### Work instructions
The entries are to be given back verbatim; no picture is to be copied.

■ ■ ■

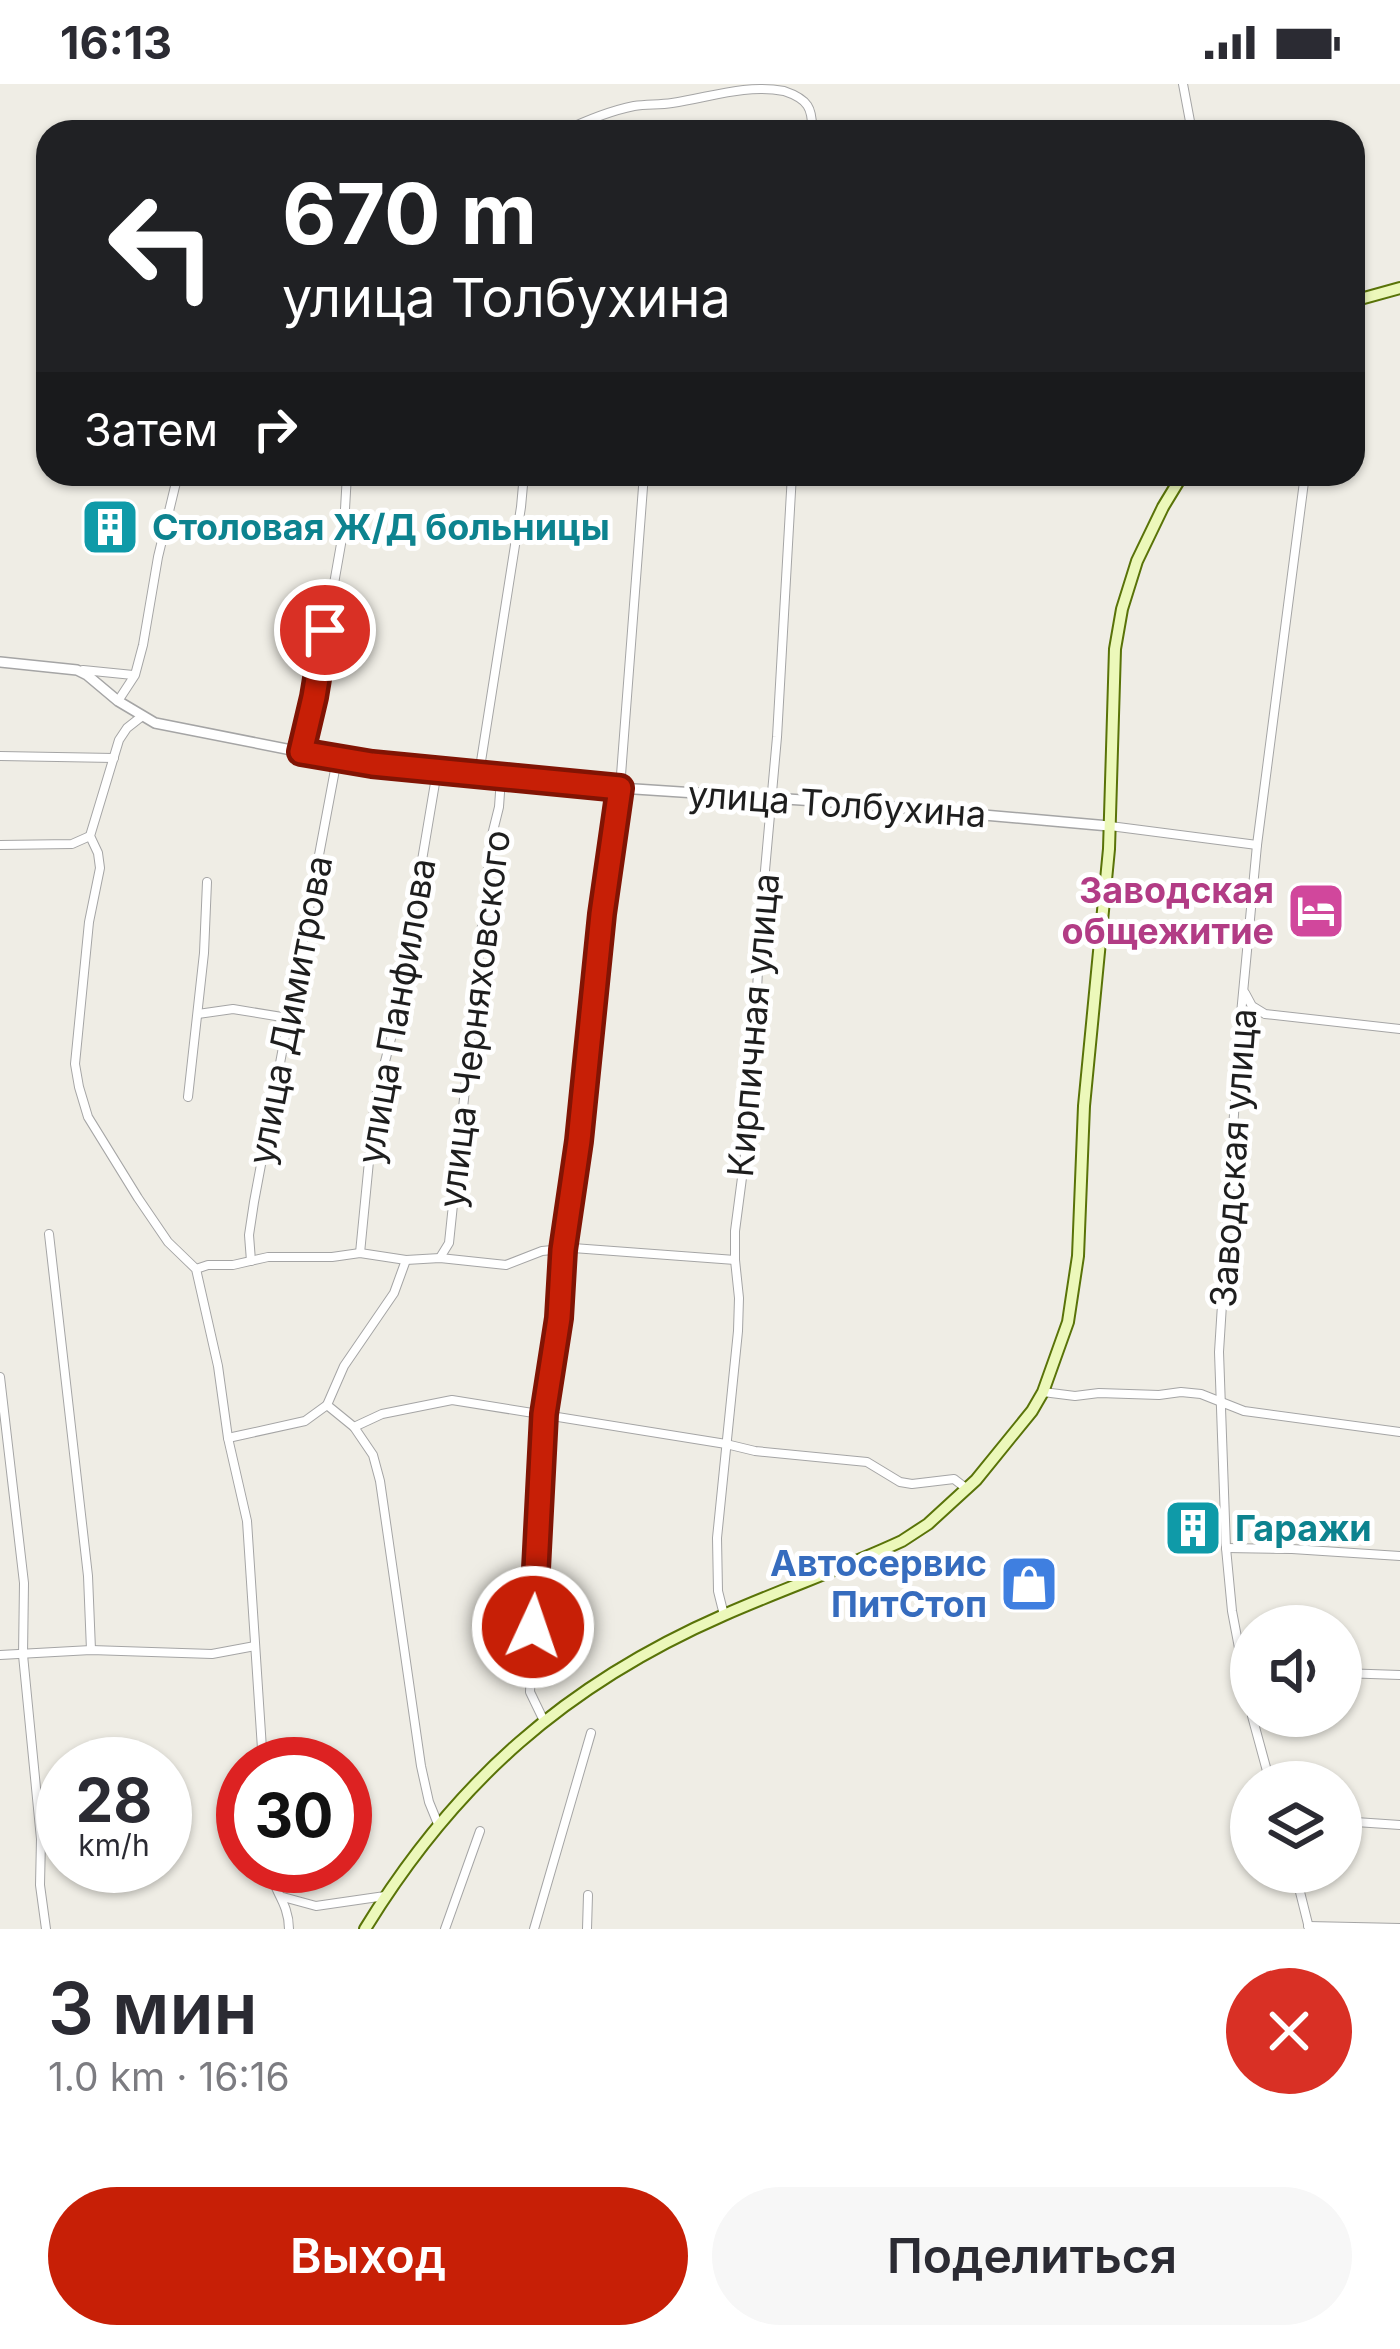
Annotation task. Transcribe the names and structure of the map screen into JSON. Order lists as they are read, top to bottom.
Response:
{
  "streets": {
    "street": [
      "улица Толбухина",
      "улица Димитрова",
      "улица Панфилова",
      "улица Черняховского",
      "Кирпичная улица",
      "Заводская улица"
    ]
  },
  "crossings": [
    ["улица Толбухина", "улица Димитрова"],
    ["улица Толбухина", "улица Панфилова"],
    ["улица Толбухина", "улица Черняховского"],
    ["улица Толбухина", "Кирпичная улица"],
    ["улица Толбухина", "Заводская улица"]
  ],
  "places": {
    "building": ["Столовая Ж/Д больницы", "Гаражи"],
    "hotel": ["Заводская общежитие"],
    "shop": ["Автосервис ПитСтоп"]
  },
  "page": {
    "status": "16:13",
    "turn": ["670 m", "улица Толбухина"],
    "then": "Затем",
    "speed": "28 km/h",
    "limit": "30",
    "heading": ["3 мин", "1.0 km · 16:16"],
    "buttons": ["Выход", "Поделиться"]
  }
}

■ ■ ■

### Result
Annotation task. Transcribe the names and structure of the map screen into JSON. Order lists as they are read, top to bottom.
Response:
{
  "streets": {
    "street": [
      "улица Толбухина",
      "улица Димитрова",
      "улица Панфилова",
      "улица Черняховского",
      "Кирпичная улица",
      "Заводская улица"
    ]
  },
  "crossings": [
    ["улица Толбухина", "улица Димитрова"],
    ["улица Толбухина", "улица Панфилова"],
    ["улица Толбухина", "улица Черняховского"],
    ["улица Толбухина", "Кирпичная улица"],
    ["улица Толбухина", "Заводская улица"]
  ],
  "places": {
    "building": ["Столовая Ж/Д больницы", "Гаражи"],
    "hotel": ["Заводская общежитие"],
    "shop": ["Автосервис ПитСтоп"]
  },
  "page": {
    "status": "16:13",
    "turn": ["670 m", "улица Толбухина"],
    "then": "Затем",
    "speed": "28 km/h",
    "limit": "30",
    "heading": ["3 мин", "1.0 km · 16:16"],
    "buttons": ["Выход", "Поделиться"]
  }
}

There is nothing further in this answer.